Presenting at the DPELC-MSL Speaker Series last Tuesday, he led the room through a brief history of cryptocurrency to foreground a discussion of the legal and regulatory challenges that students may encounter should they enter the legal tech field. From cypherpunks’ early efforts to decouple currency from government in the 1970s to the present, where a room of law students has at least passing familiarity with Bitcoin and Ethereum, Hinkes made a strong case for learning the language of this new technology.
He advised MSL and JD students to read up and pay attention to Blockchain, as the tools for creating incorruptible ledgers aren’t just being developed for financial markets. Hinkes encouraged students to consider how they might use Blockchain to streamline transfers of land title records or to create titles of provenance for luxury goods.

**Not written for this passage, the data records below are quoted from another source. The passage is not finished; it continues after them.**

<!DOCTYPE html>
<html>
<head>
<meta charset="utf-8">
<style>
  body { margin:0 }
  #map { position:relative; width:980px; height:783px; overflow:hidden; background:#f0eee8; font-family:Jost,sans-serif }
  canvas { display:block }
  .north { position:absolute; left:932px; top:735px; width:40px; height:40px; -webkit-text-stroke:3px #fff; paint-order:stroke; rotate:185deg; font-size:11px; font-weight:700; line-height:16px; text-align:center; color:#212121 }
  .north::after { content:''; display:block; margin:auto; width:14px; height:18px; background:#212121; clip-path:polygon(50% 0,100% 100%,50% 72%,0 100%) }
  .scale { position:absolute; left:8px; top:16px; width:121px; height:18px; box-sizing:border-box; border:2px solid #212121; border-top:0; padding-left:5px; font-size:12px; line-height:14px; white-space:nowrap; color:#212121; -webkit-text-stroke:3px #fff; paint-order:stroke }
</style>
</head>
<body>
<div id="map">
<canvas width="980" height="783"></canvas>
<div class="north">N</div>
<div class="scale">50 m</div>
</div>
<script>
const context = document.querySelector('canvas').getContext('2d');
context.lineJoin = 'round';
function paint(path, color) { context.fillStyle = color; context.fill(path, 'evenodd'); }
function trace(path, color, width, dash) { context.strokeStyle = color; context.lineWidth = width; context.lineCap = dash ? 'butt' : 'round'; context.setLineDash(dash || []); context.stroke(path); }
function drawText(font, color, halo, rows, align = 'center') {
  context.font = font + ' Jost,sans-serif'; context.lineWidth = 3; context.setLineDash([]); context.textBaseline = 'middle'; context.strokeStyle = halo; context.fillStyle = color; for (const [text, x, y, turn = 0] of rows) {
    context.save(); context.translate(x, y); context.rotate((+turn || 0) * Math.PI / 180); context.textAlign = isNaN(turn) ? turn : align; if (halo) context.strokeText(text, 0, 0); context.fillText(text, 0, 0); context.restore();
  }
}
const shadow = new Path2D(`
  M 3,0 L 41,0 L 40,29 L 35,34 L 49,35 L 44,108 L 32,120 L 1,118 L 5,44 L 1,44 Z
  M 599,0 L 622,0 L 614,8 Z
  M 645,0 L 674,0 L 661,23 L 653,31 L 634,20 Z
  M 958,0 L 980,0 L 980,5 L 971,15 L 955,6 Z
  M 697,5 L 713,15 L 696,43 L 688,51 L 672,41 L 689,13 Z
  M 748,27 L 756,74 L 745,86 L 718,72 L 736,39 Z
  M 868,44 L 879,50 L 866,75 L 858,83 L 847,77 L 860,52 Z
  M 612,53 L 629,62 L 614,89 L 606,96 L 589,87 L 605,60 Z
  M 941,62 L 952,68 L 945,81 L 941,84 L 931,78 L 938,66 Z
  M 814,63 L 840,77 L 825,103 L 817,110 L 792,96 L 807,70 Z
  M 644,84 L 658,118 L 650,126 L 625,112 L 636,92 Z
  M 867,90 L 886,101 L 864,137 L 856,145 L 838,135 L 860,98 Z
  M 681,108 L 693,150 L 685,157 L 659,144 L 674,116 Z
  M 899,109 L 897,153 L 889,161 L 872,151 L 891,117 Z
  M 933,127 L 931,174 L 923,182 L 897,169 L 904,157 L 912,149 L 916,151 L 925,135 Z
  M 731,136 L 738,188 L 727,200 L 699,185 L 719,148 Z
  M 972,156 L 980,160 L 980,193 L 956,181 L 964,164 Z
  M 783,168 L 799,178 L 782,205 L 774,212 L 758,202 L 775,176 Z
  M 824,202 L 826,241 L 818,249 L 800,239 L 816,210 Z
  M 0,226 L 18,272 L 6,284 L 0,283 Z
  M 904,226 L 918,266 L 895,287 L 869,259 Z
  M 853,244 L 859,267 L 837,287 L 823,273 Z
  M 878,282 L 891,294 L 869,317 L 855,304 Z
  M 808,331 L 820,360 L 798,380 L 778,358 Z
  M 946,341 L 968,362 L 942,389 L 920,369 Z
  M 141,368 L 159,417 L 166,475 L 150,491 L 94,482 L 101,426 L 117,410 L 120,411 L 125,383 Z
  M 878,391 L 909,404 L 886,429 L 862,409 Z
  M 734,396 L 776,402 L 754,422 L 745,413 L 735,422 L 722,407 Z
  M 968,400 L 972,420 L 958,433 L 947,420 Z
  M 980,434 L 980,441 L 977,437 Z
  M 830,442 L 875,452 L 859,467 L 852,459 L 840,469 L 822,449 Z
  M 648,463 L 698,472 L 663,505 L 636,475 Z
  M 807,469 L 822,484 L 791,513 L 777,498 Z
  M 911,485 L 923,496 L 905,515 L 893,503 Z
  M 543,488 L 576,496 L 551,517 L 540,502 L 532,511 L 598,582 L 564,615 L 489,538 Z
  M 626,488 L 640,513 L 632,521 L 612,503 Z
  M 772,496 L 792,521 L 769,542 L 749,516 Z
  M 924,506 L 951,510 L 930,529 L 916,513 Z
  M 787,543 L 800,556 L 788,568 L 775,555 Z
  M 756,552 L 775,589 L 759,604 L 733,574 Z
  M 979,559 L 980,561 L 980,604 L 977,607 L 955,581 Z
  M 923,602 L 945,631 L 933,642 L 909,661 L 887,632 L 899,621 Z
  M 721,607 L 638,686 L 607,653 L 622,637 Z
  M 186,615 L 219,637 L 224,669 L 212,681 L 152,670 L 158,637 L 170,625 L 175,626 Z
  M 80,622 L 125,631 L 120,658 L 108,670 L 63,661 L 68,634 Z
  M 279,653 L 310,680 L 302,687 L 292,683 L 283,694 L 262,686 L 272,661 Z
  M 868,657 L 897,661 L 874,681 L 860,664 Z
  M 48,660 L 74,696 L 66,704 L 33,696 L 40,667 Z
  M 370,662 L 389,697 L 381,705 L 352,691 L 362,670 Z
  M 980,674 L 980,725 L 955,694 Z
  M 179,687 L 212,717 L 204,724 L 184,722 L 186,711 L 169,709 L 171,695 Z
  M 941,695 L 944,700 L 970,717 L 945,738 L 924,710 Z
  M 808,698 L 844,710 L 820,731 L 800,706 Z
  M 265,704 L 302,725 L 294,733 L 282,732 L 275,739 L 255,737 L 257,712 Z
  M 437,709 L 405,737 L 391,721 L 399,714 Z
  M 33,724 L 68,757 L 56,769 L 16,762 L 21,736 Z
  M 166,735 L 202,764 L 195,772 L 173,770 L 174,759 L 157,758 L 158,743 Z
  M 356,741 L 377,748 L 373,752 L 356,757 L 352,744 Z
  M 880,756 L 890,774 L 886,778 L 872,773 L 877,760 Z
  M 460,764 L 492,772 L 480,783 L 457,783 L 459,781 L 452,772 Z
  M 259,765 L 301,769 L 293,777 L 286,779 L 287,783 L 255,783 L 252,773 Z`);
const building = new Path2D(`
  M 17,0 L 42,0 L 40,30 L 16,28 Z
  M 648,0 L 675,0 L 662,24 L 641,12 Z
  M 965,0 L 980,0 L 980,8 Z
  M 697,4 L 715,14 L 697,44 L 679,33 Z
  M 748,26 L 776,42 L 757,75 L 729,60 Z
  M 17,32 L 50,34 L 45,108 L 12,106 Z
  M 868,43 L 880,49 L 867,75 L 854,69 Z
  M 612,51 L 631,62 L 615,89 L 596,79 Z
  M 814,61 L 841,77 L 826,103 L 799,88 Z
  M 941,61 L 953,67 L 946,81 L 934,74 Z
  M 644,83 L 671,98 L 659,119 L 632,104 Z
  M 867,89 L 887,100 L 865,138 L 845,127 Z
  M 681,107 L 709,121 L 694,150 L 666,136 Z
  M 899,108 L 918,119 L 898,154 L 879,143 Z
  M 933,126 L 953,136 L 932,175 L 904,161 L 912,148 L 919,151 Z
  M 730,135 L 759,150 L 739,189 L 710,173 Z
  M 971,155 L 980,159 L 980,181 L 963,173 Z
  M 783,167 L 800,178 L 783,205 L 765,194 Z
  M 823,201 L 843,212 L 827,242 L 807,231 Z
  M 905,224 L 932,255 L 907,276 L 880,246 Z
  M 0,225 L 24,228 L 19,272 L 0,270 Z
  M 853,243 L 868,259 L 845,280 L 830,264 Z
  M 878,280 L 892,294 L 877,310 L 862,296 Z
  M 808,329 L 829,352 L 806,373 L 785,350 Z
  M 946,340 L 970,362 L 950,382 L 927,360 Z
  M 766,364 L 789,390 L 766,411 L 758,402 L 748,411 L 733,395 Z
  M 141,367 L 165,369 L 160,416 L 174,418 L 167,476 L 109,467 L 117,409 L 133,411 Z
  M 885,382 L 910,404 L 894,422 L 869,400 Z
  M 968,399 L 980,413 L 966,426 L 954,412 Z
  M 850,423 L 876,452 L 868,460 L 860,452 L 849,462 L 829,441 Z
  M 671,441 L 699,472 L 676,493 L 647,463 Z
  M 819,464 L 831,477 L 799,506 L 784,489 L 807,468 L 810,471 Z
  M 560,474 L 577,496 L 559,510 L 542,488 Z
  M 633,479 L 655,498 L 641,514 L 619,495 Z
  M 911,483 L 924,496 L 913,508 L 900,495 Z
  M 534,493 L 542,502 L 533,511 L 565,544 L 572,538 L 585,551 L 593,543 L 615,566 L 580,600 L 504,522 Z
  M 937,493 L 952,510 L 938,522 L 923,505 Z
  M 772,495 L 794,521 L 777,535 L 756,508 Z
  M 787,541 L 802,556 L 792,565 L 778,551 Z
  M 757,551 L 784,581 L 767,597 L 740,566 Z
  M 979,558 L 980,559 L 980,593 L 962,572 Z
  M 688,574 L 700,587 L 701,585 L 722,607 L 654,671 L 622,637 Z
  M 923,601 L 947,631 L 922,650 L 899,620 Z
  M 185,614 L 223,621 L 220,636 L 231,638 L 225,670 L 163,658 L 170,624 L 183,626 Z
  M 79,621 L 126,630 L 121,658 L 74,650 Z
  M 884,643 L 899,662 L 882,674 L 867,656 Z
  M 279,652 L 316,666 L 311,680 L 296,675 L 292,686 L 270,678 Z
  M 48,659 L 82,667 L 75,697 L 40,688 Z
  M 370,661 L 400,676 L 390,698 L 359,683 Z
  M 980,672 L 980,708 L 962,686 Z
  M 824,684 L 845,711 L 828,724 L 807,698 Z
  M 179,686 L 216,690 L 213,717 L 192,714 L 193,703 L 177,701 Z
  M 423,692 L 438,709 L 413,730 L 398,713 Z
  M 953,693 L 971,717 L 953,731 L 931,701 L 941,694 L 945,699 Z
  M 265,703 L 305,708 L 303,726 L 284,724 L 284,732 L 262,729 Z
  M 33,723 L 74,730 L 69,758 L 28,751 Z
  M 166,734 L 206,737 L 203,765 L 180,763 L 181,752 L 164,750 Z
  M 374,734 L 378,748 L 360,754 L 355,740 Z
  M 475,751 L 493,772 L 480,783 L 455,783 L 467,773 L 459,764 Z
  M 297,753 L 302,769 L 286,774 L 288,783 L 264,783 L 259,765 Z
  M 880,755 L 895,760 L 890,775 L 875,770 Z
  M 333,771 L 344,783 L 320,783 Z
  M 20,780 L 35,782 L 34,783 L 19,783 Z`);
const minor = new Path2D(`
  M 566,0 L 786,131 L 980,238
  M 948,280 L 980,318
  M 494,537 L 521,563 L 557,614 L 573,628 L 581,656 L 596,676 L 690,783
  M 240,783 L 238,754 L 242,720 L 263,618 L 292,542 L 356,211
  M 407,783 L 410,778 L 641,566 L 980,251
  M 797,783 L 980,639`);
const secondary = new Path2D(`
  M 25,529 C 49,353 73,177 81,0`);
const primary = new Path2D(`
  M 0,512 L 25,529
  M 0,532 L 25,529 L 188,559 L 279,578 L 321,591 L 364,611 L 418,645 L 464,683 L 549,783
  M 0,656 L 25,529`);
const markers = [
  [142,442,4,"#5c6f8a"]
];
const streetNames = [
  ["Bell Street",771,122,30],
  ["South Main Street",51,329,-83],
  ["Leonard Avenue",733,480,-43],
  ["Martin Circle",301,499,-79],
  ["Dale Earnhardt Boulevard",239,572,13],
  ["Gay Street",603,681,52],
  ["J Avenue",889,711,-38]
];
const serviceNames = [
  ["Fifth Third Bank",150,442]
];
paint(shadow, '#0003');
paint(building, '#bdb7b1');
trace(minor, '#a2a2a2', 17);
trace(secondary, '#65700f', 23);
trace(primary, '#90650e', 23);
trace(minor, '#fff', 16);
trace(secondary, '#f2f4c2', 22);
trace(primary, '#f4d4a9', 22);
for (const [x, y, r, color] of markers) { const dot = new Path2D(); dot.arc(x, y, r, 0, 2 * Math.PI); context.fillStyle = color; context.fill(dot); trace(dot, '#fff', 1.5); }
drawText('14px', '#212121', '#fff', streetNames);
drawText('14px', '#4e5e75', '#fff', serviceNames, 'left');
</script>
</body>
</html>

Taking this further than proving the authenticity of a Chanel purse, he discussed the way international organizations might use Blockchain to confirm the identity of a refugee traveling without a passport or to help that individual reestablish themselves by retaining a record of their credit from a collapsed bank.
Wherever legal professionals encounter this technology, the most important skill to have will be the ability to talk about it, whether you’re in conversation with programmers, lawyers, or clients.